— TASK GOAL —
Verbatim copy without images: return all of the data as it stands.

— DATA —
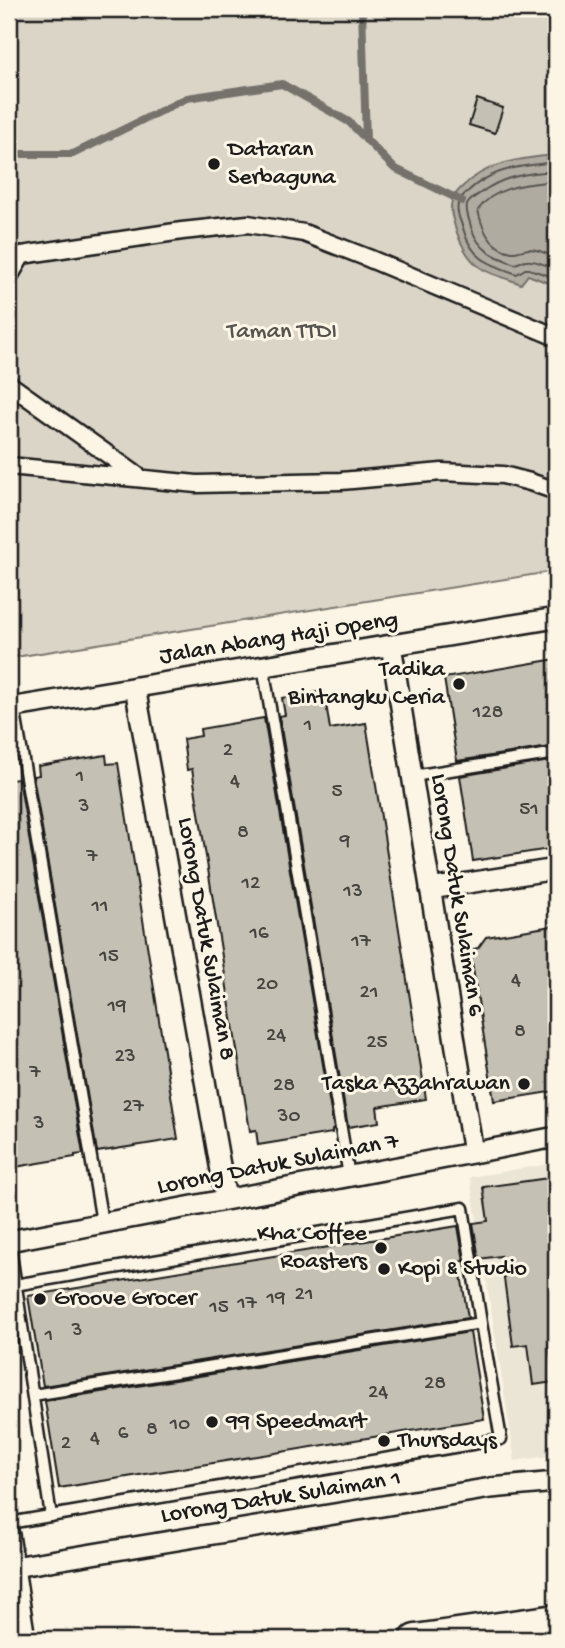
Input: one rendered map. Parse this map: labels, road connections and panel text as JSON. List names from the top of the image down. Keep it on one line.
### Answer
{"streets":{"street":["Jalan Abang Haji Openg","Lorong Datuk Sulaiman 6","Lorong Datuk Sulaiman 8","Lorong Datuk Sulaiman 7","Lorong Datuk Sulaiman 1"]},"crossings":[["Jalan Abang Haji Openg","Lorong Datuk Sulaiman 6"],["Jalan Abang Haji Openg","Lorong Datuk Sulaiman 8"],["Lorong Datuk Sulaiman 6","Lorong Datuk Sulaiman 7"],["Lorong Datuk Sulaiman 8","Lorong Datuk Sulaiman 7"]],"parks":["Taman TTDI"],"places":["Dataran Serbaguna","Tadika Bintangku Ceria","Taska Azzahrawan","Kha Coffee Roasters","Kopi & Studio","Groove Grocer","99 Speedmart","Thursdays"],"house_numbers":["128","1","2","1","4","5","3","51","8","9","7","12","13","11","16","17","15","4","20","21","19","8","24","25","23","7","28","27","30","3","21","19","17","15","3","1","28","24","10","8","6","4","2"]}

— THE ANSWER —
Input: one rendered map. Parse this map: labels, road connections and panel text as JSON. List names from the top of the image down. Keep it on one line.
### Answer
{"streets":{"street":["Jalan Abang Haji Openg","Lorong Datuk Sulaiman 6","Lorong Datuk Sulaiman 8","Lorong Datuk Sulaiman 7","Lorong Datuk Sulaiman 1"]},"crossings":[["Jalan Abang Haji Openg","Lorong Datuk Sulaiman 6"],["Jalan Abang Haji Openg","Lorong Datuk Sulaiman 8"],["Lorong Datuk Sulaiman 6","Lorong Datuk Sulaiman 7"],["Lorong Datuk Sulaiman 8","Lorong Datuk Sulaiman 7"]],"parks":["Taman TTDI"],"places":["Dataran Serbaguna","Tadika Bintangku Ceria","Taska Azzahrawan","Kha Coffee Roasters","Kopi & Studio","Groove Grocer","99 Speedmart","Thursdays"],"house_numbers":["128","1","2","1","4","5","3","51","8","9","7","12","13","11","16","17","15","4","20","21","19","8","24","25","23","7","28","27","30","3","21","19","17","15","3","1","28","24","10","8","6","4","2"]}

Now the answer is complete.